_WHAT TO DO_
What you return should be only the lines in the entries below between the one holding "Describe this street" and the one holding "Summarize the content", ends included, with every picture left out.
:: DATASET RECORDS
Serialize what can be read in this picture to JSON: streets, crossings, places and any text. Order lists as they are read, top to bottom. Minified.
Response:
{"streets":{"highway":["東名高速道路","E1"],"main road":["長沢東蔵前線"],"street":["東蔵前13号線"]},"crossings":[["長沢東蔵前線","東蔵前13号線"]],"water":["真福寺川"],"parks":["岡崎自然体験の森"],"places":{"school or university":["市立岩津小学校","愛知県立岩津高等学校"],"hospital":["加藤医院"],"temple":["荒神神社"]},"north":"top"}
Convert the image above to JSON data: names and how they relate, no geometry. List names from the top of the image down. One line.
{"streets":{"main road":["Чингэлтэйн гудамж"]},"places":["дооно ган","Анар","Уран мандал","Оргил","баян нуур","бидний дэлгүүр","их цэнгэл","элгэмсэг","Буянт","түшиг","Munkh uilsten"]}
::::
:: DATASET RECORDS
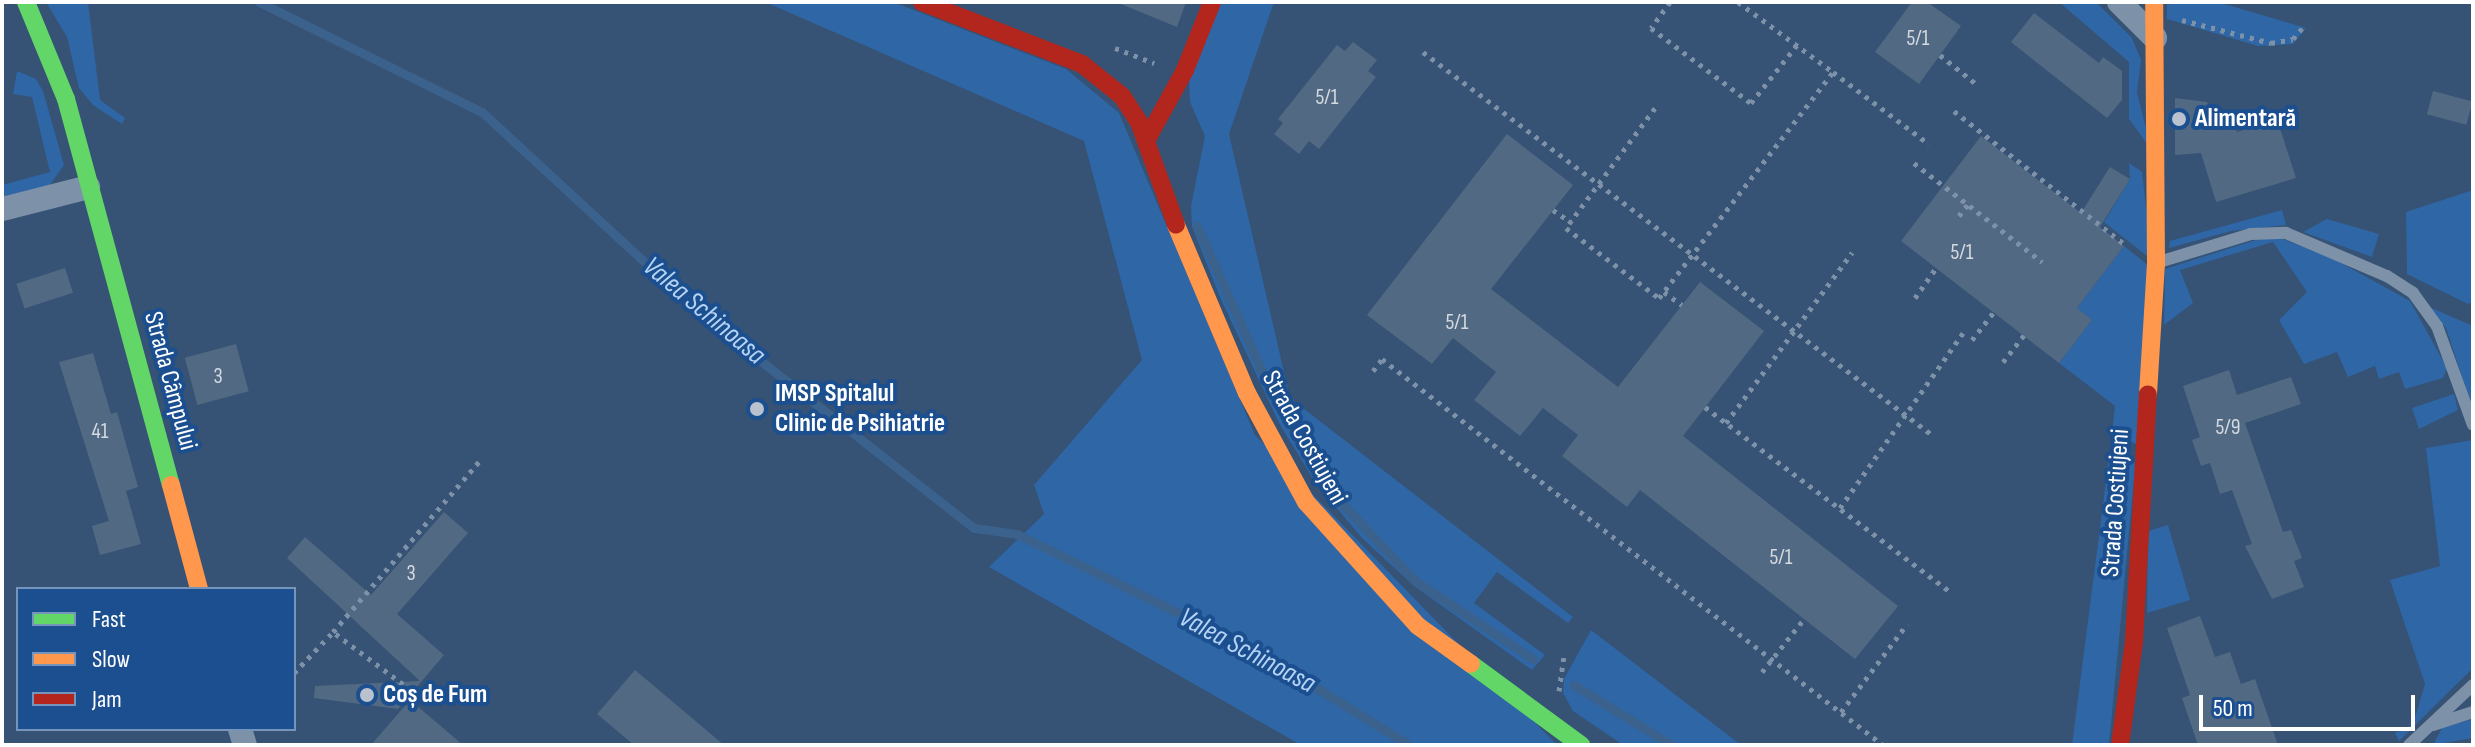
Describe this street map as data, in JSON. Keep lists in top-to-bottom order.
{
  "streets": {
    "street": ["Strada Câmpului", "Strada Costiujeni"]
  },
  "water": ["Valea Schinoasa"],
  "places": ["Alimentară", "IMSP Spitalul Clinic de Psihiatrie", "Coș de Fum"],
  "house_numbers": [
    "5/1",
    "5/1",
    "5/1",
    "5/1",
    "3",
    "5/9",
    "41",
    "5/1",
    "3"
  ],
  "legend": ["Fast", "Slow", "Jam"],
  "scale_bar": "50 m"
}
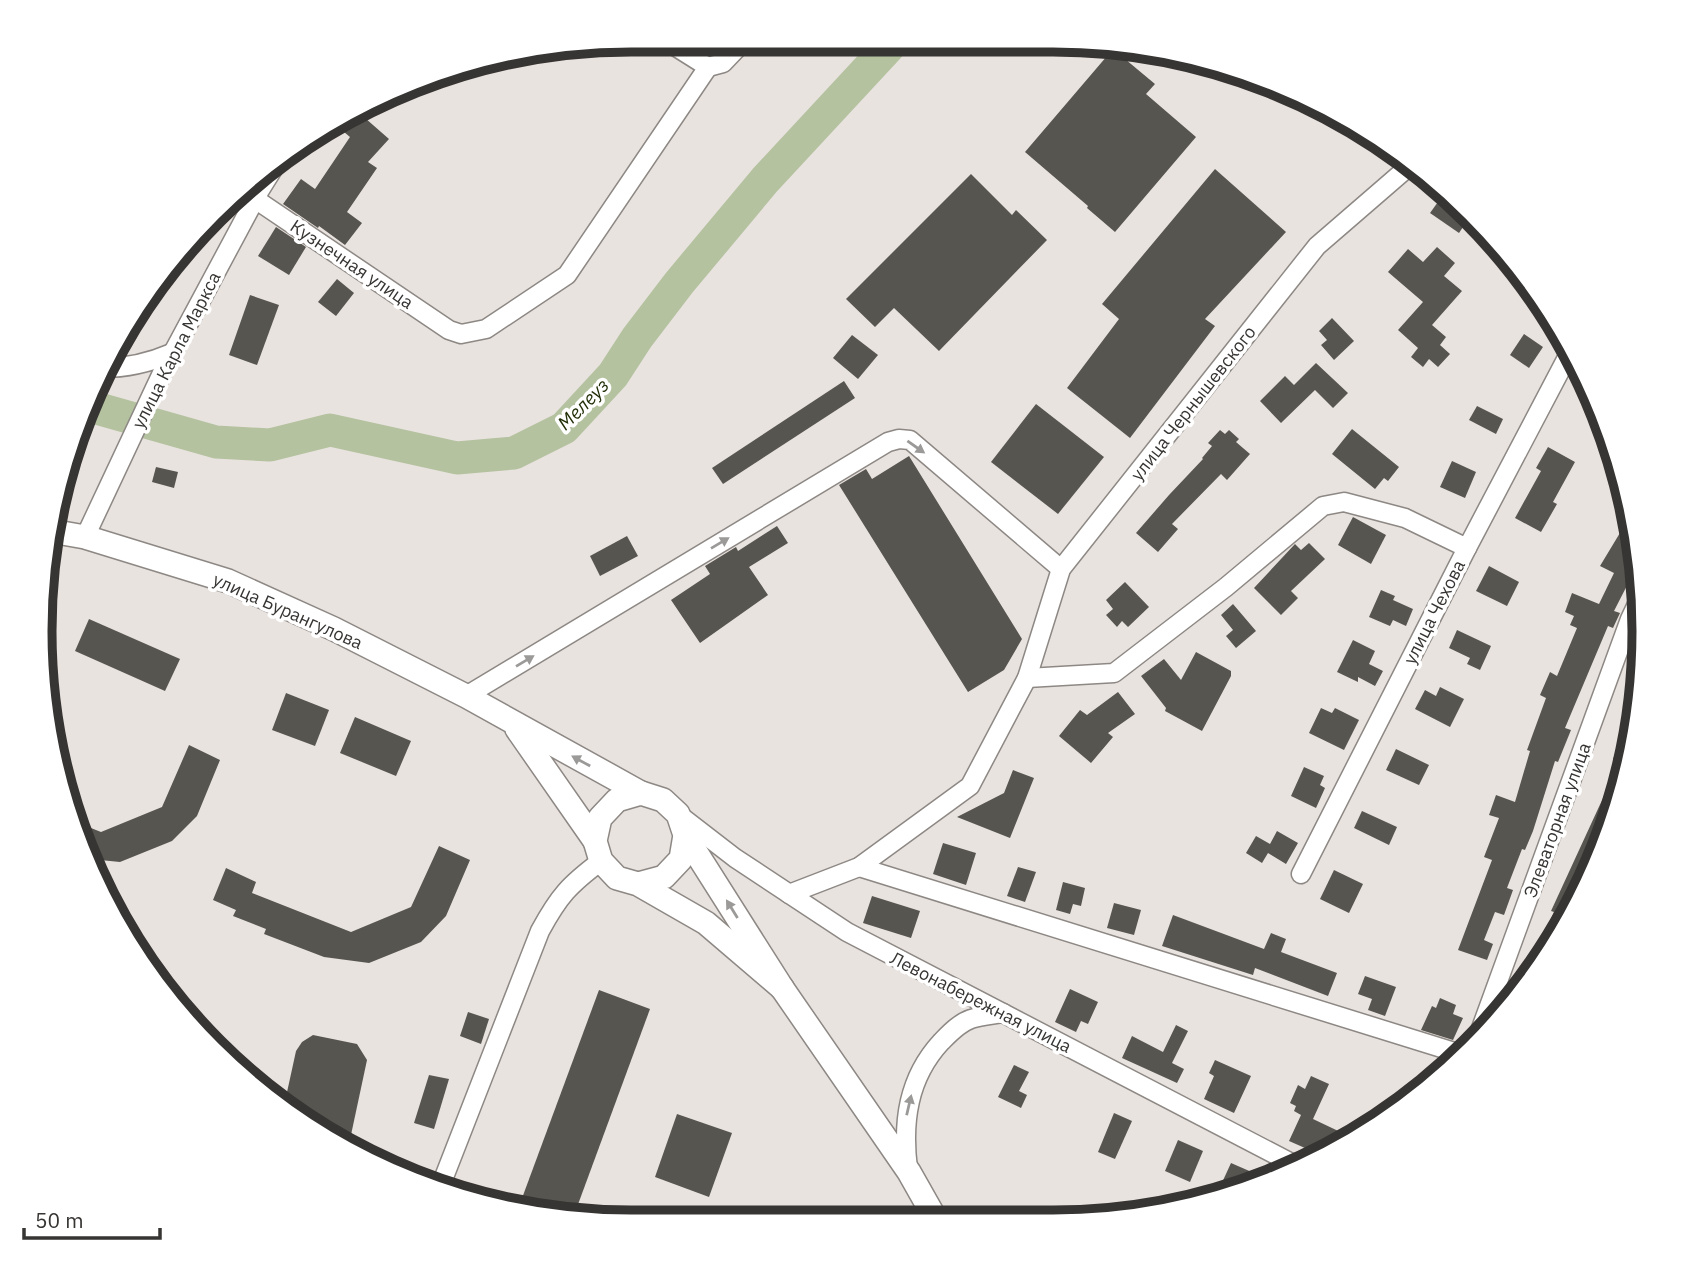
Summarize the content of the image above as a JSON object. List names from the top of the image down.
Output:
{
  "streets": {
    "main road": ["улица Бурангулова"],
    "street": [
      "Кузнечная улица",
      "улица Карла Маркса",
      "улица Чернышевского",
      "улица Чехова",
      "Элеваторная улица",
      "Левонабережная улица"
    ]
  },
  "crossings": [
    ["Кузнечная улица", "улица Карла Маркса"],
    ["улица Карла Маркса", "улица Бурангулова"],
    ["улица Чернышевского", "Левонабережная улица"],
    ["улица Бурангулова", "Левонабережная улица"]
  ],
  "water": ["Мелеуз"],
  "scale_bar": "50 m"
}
::::
_TASK OUTPUT_
Describe this street map as data, in JSON. Keep lists in top-to-bottom order.
{
  "streets": {
    "street": ["Strada Câmpului", "Strada Costiujeni"]
  },
  "water": ["Valea Schinoasa"],
  "places": ["Alimentară", "IMSP Spitalul Clinic de Psihiatrie", "Coș de Fum"],
  "house_numbers": [
    "5/1",
    "5/1",
    "5/1",
    "5/1",
    "3",
    "5/9",
    "41",
    "5/1",
    "3"
  ],
  "legend": ["Fast", "Slow", "Jam"],
  "scale_bar": "50 m"
}
Summarize the content of the image above as a JSON object. List names from the top of the image down.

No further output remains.